#### Dataset records ####

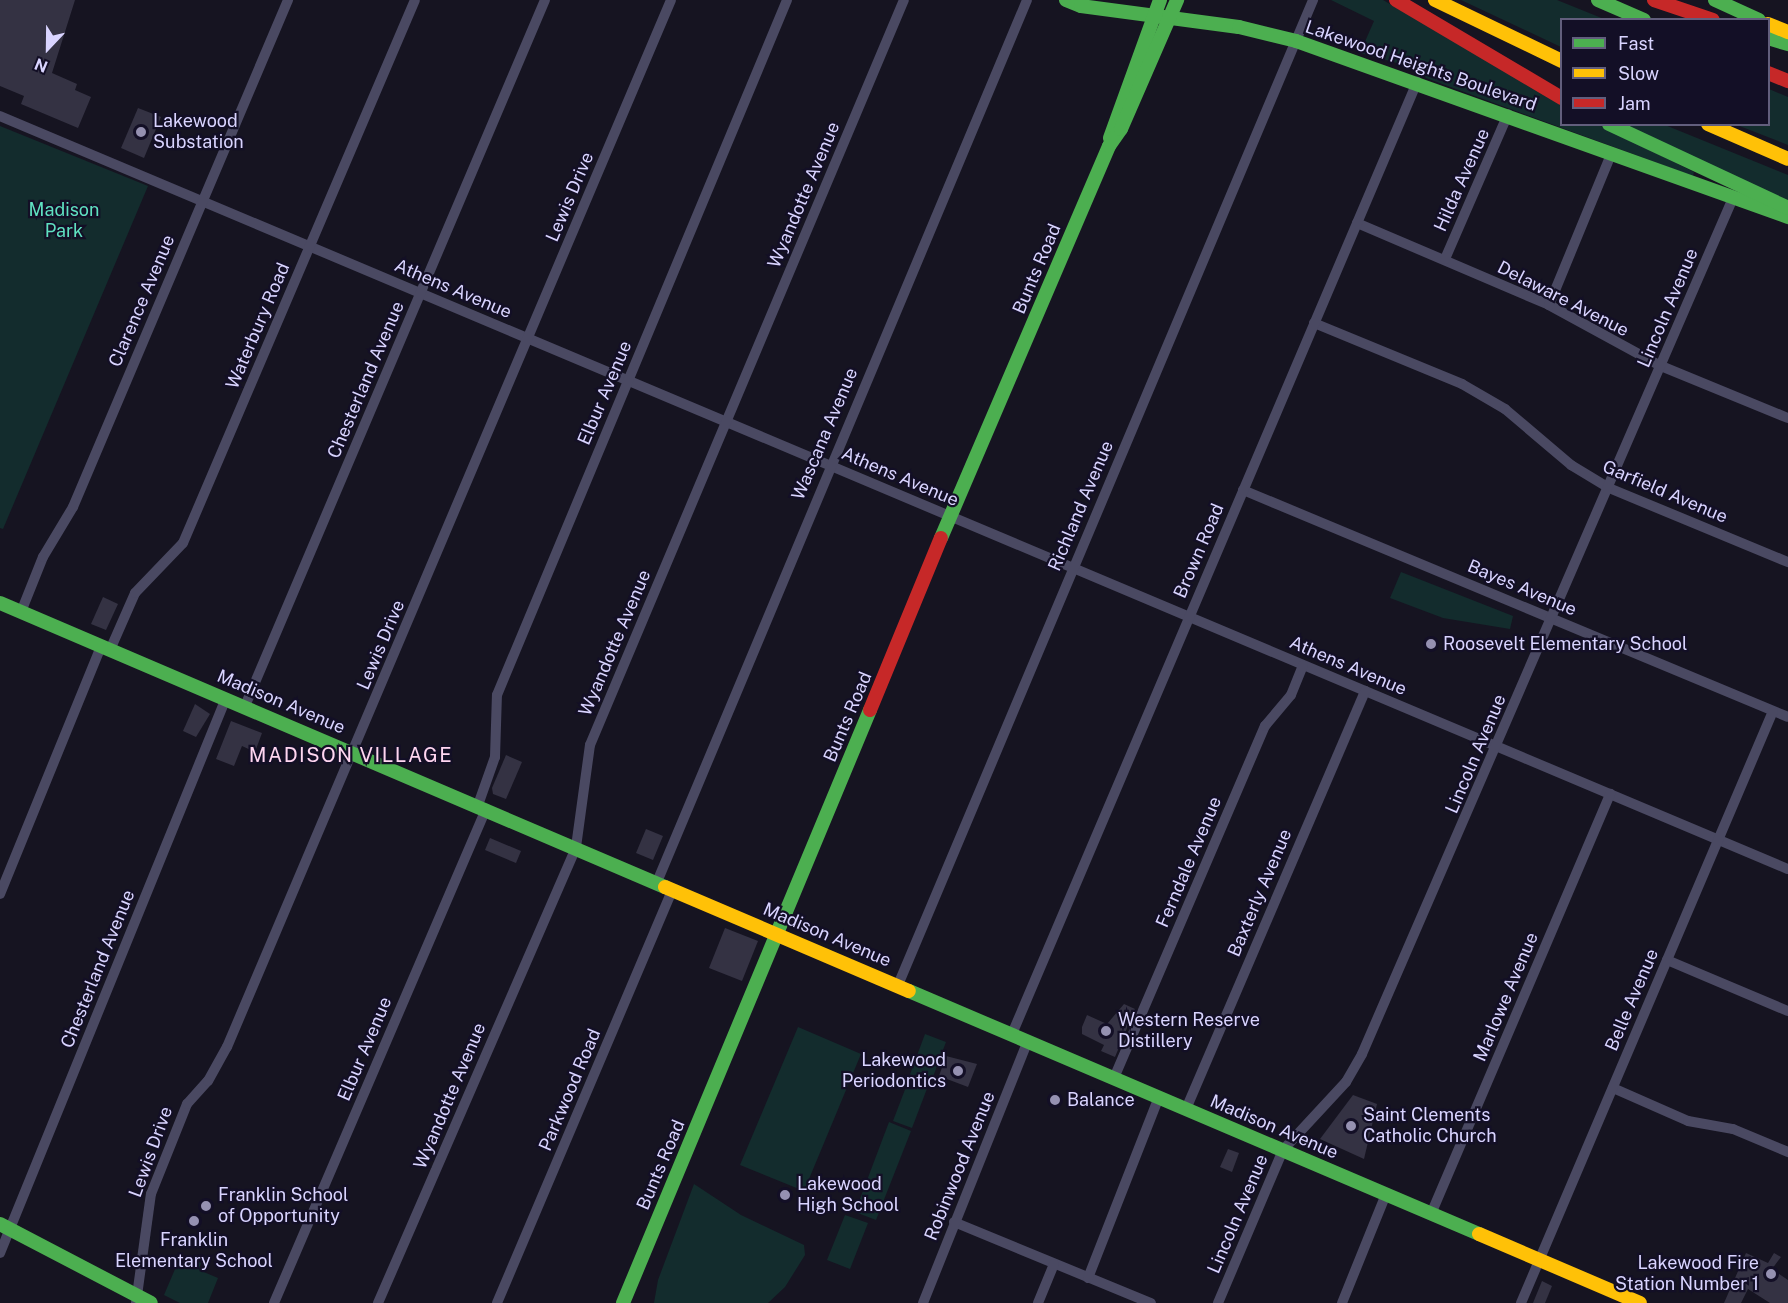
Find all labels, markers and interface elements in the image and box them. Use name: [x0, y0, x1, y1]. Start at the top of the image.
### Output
street label: Lakewood Heights Boulevard: [1302, 16, 1540, 116]
north arrow: [18, 18, 78, 78]
legend: [1560, 18, 1770, 126]
text: Fast: [1618, 33, 1654, 54]
text: N: [32, 54, 50, 76]
text: Slow: [1618, 63, 1659, 84]
text: Jam: [1618, 93, 1651, 114]
place label: Lakewood Substation: [153, 111, 244, 154]
street label: Wyandotte Avenue: [763, 119, 845, 271]
marker: Lakewood Substation: [134, 125, 148, 139]
street label: Hilda Avenue: [1430, 125, 1494, 235]
street label: Lewis Drive: [541, 149, 599, 245]
park label: Madison Park: [29, 200, 99, 242]
street label: Bunts Road: [1008, 221, 1066, 317]
street label: Clarence Avenue: [104, 232, 180, 370]
street label: Lincoln Avenue: [1633, 245, 1703, 371]
street label: Athens Avenue: [391, 255, 515, 323]
street label: Delaware Avenue: [1494, 257, 1632, 341]
street label: Waterbury Road: [222, 260, 294, 392]
street label: Chesterland Avenue: [323, 298, 409, 462]
street label: Elbur Avenue: [573, 338, 637, 448]
street label: Wascana Avenue: [787, 365, 863, 503]
street label: Richland Avenue: [1044, 438, 1118, 574]
street label: Athens Avenue: [838, 443, 962, 511]
street label: Garfield Avenue: [1599, 456, 1731, 528]
street label: Brown Road: [1169, 501, 1229, 601]
street label: Bayes Avenue: [1464, 555, 1580, 621]
street label: Wyandotte Avenue: [574, 567, 656, 719]
street label: Lewis Drive: [352, 597, 410, 693]
street label: Athens Avenue: [1286, 632, 1410, 700]
place label: Roosevelt Elementary School: [1443, 633, 1688, 655]
marker: Roosevelt Elementary School: [1424, 637, 1438, 651]
street label: Madison Avenue: [214, 665, 348, 739]
street label: Bunts Road: [819, 669, 877, 765]
street label: Lincoln Avenue: [1441, 691, 1511, 817]
district label: MADISON VILLAGE: [249, 743, 453, 767]
street label: Ferndale Avenue: [1152, 793, 1226, 931]
street label: Baxterly Avenue: [1223, 826, 1297, 960]
street label: Chesterland Avenue: [56, 887, 140, 1051]
street label: Madison Avenue: [760, 898, 894, 972]
street label: Marlowe Avenue: [1469, 929, 1543, 1065]
street label: Belle Avenue: [1601, 946, 1663, 1054]
street label: Elbur Avenue: [333, 994, 397, 1104]
place label: Western Reserve Distillery: [1118, 1010, 1260, 1052]
street label: Wyandotte Avenue: [409, 1020, 491, 1172]
marker: Western Reserve Distillery: [1099, 1024, 1113, 1038]
street label: Parkwood Road: [535, 1026, 605, 1154]
place label: Lakewood Periodontics: [842, 1050, 946, 1092]
marker: Lakewood Periodontics: [951, 1064, 965, 1078]
street label: Robinwood Avenue: [920, 1088, 1000, 1244]
place label: Balance: [1067, 1089, 1135, 1111]
street label: Madison Avenue: [1207, 1090, 1341, 1164]
marker: Balance: [1048, 1093, 1062, 1107]
street label: Lewis Drive: [125, 1104, 177, 1200]
place label: Saint Clements Catholic Church: [1363, 1105, 1497, 1148]
street label: Bunts Road: [632, 1117, 690, 1213]
marker: Saint Clements Catholic Church: [1344, 1119, 1358, 1133]
street label: Lincoln Avenue: [1203, 1151, 1273, 1277]
place label: Lakewood High School: [797, 1174, 899, 1216]
place label: Franklin School of Opportunity: [218, 1185, 348, 1228]
marker: Lakewood High School: [778, 1188, 792, 1202]
marker: Franklin School of Opportunity: [199, 1199, 213, 1213]
marker: Franklin Elementary School: [187, 1214, 201, 1228]
place label: Franklin Elementary School: [115, 1230, 273, 1272]
place label: Lakewood Fire Station Number 1: [1615, 1253, 1759, 1296]
marker: Lakewood Fire Station Number 1: [1764, 1267, 1778, 1281]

####

**What to do:** Your task is to retype all the entries exactly and leave out any pictures.

**Task solution:**
Find all labels, markers and interface elements in the image and box them. Use name: [x0, y0, x1, y1]. Start at the top of the image.
### Output
street label: Lakewood Heights Boulevard: [1302, 16, 1540, 116]
north arrow: [18, 18, 78, 78]
legend: [1560, 18, 1770, 126]
text: Fast: [1618, 33, 1654, 54]
text: N: [32, 54, 50, 76]
text: Slow: [1618, 63, 1659, 84]
text: Jam: [1618, 93, 1651, 114]
place label: Lakewood Substation: [153, 111, 244, 154]
street label: Wyandotte Avenue: [763, 119, 845, 271]
marker: Lakewood Substation: [134, 125, 148, 139]
street label: Hilda Avenue: [1430, 125, 1494, 235]
street label: Lewis Drive: [541, 149, 599, 245]
park label: Madison Park: [29, 200, 99, 242]
street label: Bunts Road: [1008, 221, 1066, 317]
street label: Clarence Avenue: [104, 232, 180, 370]
street label: Lincoln Avenue: [1633, 245, 1703, 371]
street label: Athens Avenue: [391, 255, 515, 323]
street label: Delaware Avenue: [1494, 257, 1632, 341]
street label: Waterbury Road: [222, 260, 294, 392]
street label: Chesterland Avenue: [323, 298, 409, 462]
street label: Elbur Avenue: [573, 338, 637, 448]
street label: Wascana Avenue: [787, 365, 863, 503]
street label: Richland Avenue: [1044, 438, 1118, 574]
street label: Athens Avenue: [838, 443, 962, 511]
street label: Garfield Avenue: [1599, 456, 1731, 528]
street label: Brown Road: [1169, 501, 1229, 601]
street label: Bayes Avenue: [1464, 555, 1580, 621]
street label: Wyandotte Avenue: [574, 567, 656, 719]
street label: Lewis Drive: [352, 597, 410, 693]
street label: Athens Avenue: [1286, 632, 1410, 700]
place label: Roosevelt Elementary School: [1443, 633, 1688, 655]
marker: Roosevelt Elementary School: [1424, 637, 1438, 651]
street label: Madison Avenue: [214, 665, 348, 739]
street label: Bunts Road: [819, 669, 877, 765]
street label: Lincoln Avenue: [1441, 691, 1511, 817]
district label: MADISON VILLAGE: [249, 743, 453, 767]
street label: Ferndale Avenue: [1152, 793, 1226, 931]
street label: Baxterly Avenue: [1223, 826, 1297, 960]
street label: Chesterland Avenue: [56, 887, 140, 1051]
street label: Madison Avenue: [760, 898, 894, 972]
street label: Marlowe Avenue: [1469, 929, 1543, 1065]
street label: Belle Avenue: [1601, 946, 1663, 1054]
street label: Elbur Avenue: [333, 994, 397, 1104]
place label: Western Reserve Distillery: [1118, 1010, 1260, 1052]
street label: Wyandotte Avenue: [409, 1020, 491, 1172]
marker: Western Reserve Distillery: [1099, 1024, 1113, 1038]
street label: Parkwood Road: [535, 1026, 605, 1154]
place label: Lakewood Periodontics: [842, 1050, 946, 1092]
marker: Lakewood Periodontics: [951, 1064, 965, 1078]
street label: Robinwood Avenue: [920, 1088, 1000, 1244]
place label: Balance: [1067, 1089, 1135, 1111]
street label: Madison Avenue: [1207, 1090, 1341, 1164]
marker: Balance: [1048, 1093, 1062, 1107]
street label: Lewis Drive: [125, 1104, 177, 1200]
place label: Saint Clements Catholic Church: [1363, 1105, 1497, 1148]
street label: Bunts Road: [632, 1117, 690, 1213]
marker: Saint Clements Catholic Church: [1344, 1119, 1358, 1133]
street label: Lincoln Avenue: [1203, 1151, 1273, 1277]
place label: Lakewood High School: [797, 1174, 899, 1216]
place label: Franklin School of Opportunity: [218, 1185, 348, 1228]
marker: Lakewood High School: [778, 1188, 792, 1202]
marker: Franklin School of Opportunity: [199, 1199, 213, 1213]
marker: Franklin Elementary School: [187, 1214, 201, 1228]
place label: Franklin Elementary School: [115, 1230, 273, 1272]
place label: Lakewood Fire Station Number 1: [1615, 1253, 1759, 1296]
marker: Lakewood Fire Station Number 1: [1764, 1267, 1778, 1281]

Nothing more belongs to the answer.